La PAC, che divide i suoi sussidi in pagamenti diretti (primo pilastro) e aiuti per lo sviluppo rurale (secondo pilastro), fino a oggi ha permesso che l’80% dei fondi andasse ad appena il 20% delle aziende agricole. Si tratta di imprese di grande dimensione, votate alla produzione industriale e all’allevamento intensivo. Alle piccole aziende sarà destinato soltanto il 6% dei pagamenti.
L’idea originaria di destinare parte dei pagamenti diretti – diversamente dalle altre volte – a pratiche agricole ecologiche è stata ribaltata: il voto dell’Europarlamento, sulla carta, sembra riservare a questi eco-schemi il 30% dei fondi del primo pilastro, in realtà li subordina alla convenienza economica per l’agricoltore. Tradotto: se pratiche come la rigenerazione dei suoli, l’aumento delle zone riservate alla natura fra gli appezzamenti o l’abbandono dei pesticidi chimici comportano un aumento dei costi, possono essere evitate.
Una formula che inverte le priorità tra ecologia ed economia, oltre ad aprire la porta allo sviluppo di nuovi OGM e agricoltura di precisione, strumenti su cui molte grandi aziende vogliono investire ma che – a fronte di un “rinverdimento” tutto da dimostrare – presentano rischi per la biodiversità. Come se non bastasse, agli Stati membri viene vietato di aumentare i fondi per gli eco-schemi e di fissare standard ambientali più elevati da rispettare per ottenere fondi pubblici.
Continuando a scorrere il testo di compromesso approvato, vediamo che nei siti Natura 2000, le zone ecologicamente più importanti destinate alla protezione di piante e animali, potranno essere arati e convertiti i prati permanenti, ad eccezione di non meglio definite “aree particolarmente sensibili”.
Sono stati bocciati tutti i dieci emendamenti che chiedevano un allineamento della PAC agli obiettivi del Green deal. È stato approvato un emendamento che auspica la connessione fra PAC e accordo di Parigi, ma ne è stato bocciato un altro che vincolava la PAC a ridurre le emissioni del sistema alimentare del 30% entro il 2027.
L’unica buona notizia è l’inserimento di una “condizionalità sociale”, che prevede l‘azzeramento dei fondi agli agricoltori che non rispettano i contratti di lavoro. Una vittoria che tuttavia non è definitiva: la posizione del Parlamento europeo dovrà essere infatti sostenuta nel dialogo a tre con Commissione e Consiglio per arrivare al compromesso finale e definitivo.

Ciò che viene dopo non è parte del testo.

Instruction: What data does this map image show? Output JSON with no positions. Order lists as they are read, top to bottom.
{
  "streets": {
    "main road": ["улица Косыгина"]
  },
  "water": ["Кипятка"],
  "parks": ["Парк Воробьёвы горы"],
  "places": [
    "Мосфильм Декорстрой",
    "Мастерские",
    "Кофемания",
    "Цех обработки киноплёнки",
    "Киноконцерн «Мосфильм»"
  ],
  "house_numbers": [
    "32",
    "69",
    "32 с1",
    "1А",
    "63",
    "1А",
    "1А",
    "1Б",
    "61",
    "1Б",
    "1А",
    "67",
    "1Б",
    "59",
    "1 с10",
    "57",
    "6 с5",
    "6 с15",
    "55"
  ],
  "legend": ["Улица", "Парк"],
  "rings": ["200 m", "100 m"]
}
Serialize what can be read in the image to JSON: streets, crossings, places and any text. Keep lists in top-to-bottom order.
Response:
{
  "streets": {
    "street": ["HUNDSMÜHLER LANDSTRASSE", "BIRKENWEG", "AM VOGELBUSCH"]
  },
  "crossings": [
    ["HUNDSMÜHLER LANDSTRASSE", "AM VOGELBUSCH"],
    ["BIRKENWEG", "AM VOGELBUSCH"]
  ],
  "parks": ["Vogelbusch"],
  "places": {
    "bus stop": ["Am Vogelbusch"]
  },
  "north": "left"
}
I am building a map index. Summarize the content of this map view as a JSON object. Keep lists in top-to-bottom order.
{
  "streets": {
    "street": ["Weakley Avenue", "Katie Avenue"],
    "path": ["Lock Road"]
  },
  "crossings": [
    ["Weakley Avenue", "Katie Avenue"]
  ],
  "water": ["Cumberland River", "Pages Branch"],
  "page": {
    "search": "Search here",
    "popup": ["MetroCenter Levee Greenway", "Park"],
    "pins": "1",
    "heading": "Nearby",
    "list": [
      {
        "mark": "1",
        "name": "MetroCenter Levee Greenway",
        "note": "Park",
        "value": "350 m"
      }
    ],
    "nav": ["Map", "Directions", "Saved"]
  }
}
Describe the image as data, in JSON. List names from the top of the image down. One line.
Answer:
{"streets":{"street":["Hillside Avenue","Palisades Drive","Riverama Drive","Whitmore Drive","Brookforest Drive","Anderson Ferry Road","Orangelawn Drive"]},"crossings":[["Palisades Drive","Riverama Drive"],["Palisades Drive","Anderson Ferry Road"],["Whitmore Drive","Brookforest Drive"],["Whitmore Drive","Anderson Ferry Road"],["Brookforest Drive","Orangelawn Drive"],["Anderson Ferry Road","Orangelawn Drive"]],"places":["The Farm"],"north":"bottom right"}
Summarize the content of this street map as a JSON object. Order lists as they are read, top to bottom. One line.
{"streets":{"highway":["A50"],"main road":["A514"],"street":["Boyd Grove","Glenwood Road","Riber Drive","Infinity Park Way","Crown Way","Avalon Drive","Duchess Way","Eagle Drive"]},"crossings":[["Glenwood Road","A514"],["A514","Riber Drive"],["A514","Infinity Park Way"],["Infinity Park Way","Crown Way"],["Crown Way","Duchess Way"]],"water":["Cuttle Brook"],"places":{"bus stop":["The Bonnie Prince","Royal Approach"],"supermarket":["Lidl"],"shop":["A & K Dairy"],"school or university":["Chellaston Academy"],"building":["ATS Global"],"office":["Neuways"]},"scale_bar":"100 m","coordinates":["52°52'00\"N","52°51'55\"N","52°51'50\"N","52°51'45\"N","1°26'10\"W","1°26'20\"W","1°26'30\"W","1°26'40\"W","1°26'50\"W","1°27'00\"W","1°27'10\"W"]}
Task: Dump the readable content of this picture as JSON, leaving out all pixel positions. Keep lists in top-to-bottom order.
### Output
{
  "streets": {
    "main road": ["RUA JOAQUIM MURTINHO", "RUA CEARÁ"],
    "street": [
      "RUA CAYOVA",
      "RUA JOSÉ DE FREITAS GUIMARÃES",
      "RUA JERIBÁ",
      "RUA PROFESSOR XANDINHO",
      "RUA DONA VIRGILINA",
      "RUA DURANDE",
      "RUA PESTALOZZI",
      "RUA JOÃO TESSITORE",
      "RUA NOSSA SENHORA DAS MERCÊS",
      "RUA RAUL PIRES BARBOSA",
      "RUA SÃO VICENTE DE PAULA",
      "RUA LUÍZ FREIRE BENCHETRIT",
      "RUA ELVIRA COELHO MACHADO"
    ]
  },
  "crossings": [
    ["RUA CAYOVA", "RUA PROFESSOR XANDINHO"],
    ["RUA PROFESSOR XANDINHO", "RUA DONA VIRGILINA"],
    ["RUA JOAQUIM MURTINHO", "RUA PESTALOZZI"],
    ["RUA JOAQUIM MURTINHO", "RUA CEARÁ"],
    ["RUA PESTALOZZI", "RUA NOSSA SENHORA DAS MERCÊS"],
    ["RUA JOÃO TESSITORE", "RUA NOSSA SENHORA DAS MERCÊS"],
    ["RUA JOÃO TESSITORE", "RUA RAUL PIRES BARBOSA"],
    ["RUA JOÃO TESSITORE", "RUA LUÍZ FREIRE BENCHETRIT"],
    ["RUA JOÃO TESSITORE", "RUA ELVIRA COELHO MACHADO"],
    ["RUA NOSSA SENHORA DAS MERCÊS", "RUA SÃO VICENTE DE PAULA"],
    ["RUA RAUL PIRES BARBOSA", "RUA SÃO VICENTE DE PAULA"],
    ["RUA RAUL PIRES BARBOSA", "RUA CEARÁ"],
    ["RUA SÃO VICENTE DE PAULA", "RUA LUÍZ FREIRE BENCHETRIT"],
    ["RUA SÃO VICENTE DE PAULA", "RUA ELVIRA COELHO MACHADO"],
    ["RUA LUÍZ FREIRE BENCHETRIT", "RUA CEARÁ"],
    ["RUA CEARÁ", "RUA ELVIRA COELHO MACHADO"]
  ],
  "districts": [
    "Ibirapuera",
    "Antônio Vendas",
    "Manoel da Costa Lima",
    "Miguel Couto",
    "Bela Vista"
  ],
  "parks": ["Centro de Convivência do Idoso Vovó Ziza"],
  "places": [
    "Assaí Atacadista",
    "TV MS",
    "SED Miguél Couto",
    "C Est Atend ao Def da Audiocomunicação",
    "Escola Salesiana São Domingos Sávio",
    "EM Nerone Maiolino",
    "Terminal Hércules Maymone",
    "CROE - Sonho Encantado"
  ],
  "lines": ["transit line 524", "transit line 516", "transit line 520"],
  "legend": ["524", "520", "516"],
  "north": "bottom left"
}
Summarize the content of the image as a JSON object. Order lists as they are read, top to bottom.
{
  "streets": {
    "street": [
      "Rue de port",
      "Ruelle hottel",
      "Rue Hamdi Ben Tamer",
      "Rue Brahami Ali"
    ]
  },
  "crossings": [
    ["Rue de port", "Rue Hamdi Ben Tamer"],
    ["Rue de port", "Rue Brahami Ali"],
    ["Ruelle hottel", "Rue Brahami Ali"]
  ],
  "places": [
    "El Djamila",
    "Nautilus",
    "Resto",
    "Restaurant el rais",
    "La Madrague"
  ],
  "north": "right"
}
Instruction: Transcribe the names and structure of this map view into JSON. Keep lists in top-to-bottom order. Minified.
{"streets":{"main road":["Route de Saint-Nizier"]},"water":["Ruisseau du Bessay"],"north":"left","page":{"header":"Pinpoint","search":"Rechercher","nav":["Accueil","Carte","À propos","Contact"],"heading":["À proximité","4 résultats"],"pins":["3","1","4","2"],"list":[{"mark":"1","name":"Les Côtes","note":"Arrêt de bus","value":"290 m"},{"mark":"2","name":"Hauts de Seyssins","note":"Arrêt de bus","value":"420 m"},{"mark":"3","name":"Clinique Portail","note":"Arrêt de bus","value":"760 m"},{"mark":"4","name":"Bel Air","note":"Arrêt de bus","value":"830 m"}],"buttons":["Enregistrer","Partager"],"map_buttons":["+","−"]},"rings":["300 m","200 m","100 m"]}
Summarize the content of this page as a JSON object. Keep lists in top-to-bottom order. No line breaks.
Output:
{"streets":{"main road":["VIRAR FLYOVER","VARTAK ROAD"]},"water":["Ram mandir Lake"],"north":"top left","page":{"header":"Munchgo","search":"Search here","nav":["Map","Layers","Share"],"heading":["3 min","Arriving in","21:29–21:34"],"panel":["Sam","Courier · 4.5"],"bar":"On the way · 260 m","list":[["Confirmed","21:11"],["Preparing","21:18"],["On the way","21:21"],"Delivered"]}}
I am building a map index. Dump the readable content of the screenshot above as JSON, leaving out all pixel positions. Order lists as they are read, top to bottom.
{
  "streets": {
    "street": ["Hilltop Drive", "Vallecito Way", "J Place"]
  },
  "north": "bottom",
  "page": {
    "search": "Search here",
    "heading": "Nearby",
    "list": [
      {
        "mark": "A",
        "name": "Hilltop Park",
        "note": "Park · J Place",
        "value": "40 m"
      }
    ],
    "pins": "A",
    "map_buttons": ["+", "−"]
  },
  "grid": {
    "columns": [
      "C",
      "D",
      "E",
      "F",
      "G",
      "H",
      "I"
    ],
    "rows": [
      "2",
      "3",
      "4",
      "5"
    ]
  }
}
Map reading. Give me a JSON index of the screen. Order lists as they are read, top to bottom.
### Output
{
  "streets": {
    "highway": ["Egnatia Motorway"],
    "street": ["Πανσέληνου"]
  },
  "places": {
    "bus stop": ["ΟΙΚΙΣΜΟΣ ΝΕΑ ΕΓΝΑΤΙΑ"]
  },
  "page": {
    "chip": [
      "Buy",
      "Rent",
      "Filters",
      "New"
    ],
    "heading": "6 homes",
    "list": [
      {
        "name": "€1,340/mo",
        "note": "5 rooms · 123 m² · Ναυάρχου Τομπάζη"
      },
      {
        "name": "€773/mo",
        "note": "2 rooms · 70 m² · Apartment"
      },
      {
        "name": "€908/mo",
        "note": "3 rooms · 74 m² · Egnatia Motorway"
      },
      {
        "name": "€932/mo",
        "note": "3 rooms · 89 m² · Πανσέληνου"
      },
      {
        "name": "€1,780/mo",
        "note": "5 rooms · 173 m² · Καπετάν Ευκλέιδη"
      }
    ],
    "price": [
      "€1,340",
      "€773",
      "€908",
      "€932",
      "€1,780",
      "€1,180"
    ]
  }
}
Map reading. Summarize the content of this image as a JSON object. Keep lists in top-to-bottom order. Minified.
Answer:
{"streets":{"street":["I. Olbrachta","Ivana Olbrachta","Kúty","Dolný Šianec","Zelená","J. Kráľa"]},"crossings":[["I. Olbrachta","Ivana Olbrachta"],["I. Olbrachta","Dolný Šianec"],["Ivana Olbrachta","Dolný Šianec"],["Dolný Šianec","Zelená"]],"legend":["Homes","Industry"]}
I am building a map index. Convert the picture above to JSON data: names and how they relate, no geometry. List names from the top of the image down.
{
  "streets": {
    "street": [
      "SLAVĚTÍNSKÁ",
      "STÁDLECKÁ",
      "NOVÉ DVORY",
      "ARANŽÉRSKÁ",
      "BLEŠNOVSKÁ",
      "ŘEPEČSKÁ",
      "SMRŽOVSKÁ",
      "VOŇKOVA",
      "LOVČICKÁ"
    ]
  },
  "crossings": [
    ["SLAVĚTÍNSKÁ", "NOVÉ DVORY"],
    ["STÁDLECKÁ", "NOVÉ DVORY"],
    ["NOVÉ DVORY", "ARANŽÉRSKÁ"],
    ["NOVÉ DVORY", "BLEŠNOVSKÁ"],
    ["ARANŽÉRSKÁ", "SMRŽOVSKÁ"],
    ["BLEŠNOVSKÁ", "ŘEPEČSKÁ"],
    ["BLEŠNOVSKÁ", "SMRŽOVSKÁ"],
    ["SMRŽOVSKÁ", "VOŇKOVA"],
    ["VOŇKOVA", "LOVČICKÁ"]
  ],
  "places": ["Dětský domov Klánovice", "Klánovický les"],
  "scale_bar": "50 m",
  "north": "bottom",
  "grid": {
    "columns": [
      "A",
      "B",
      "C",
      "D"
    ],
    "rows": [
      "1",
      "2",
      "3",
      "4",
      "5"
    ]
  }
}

Inoltre, non basta a riequilibrare la drastica riduzione delle ambizioni ecologiche.
La posizione degli Stati membri
Dopo un negoziato durato tutta la notte, il 21 ottobre di primo mattino anche i Ministri dell’Agricoltura degli stati membri dell’UE hanno raggiunto una posizione comune sulla PAC, con la quale si presenteranno al negoziato finale con Commissione e Parlamento.
Se possibile, il testo è perfino peggiore di quello uscito dall’Eurocamera. Prevede solo un 20% dei fondi per gli eco-schemi, che saranno obbligatori per i paesi membri ma volontari per gli agricoltori, lasciando quindi la possibilità di non aderire. Inoltre i pagamenti ambientali vengono inquinati dalla proposta di inserire sussidi per numero di capi allevati: in questo modo, più se ne possiedono, più aumenta il finanziamento. Ciò significa che, con i fondi destinati alla riconversione ecologica, si potranno sostenere gli allevamenti intensivi.
La biodiversità, cui originariamente doveva essere destinata il 10% della superficie agricola totale dell’UE, viene ristretta al 5% della superficie agricola utilizzata (che occupa un’area inferiore). La proposta di assicurare una protezione “adeguata” delle torbiere, importantissimi serbatoi di carbonio per l’Unione, diventa “minima”, e soltanto a partire dal 2025. In pratica, un’area pari al 3% della superficie agricola europea, capace di stoccare una quantità di carbonio pari al 25% dei gas serra emessi dall’agricoltura e il 5% delle emissioni totali europee, sarà esposta allo sfruttamento.
Viene cancellato lo strumento di gestione sostenibile dei nutrienti, che sarebbe servito a ridurre l’uso di fertilizzanti richiesto dalla strategia Farm To Fork. Salta la rotazione obbligatoria delle colture, necessaria a preservare l’impoverimento dei suoli provocato dalle monocolture. I prati permanenti nelle zone protette della Rete Natura 2000 vengono aperti alla conversione in terreni produttivi.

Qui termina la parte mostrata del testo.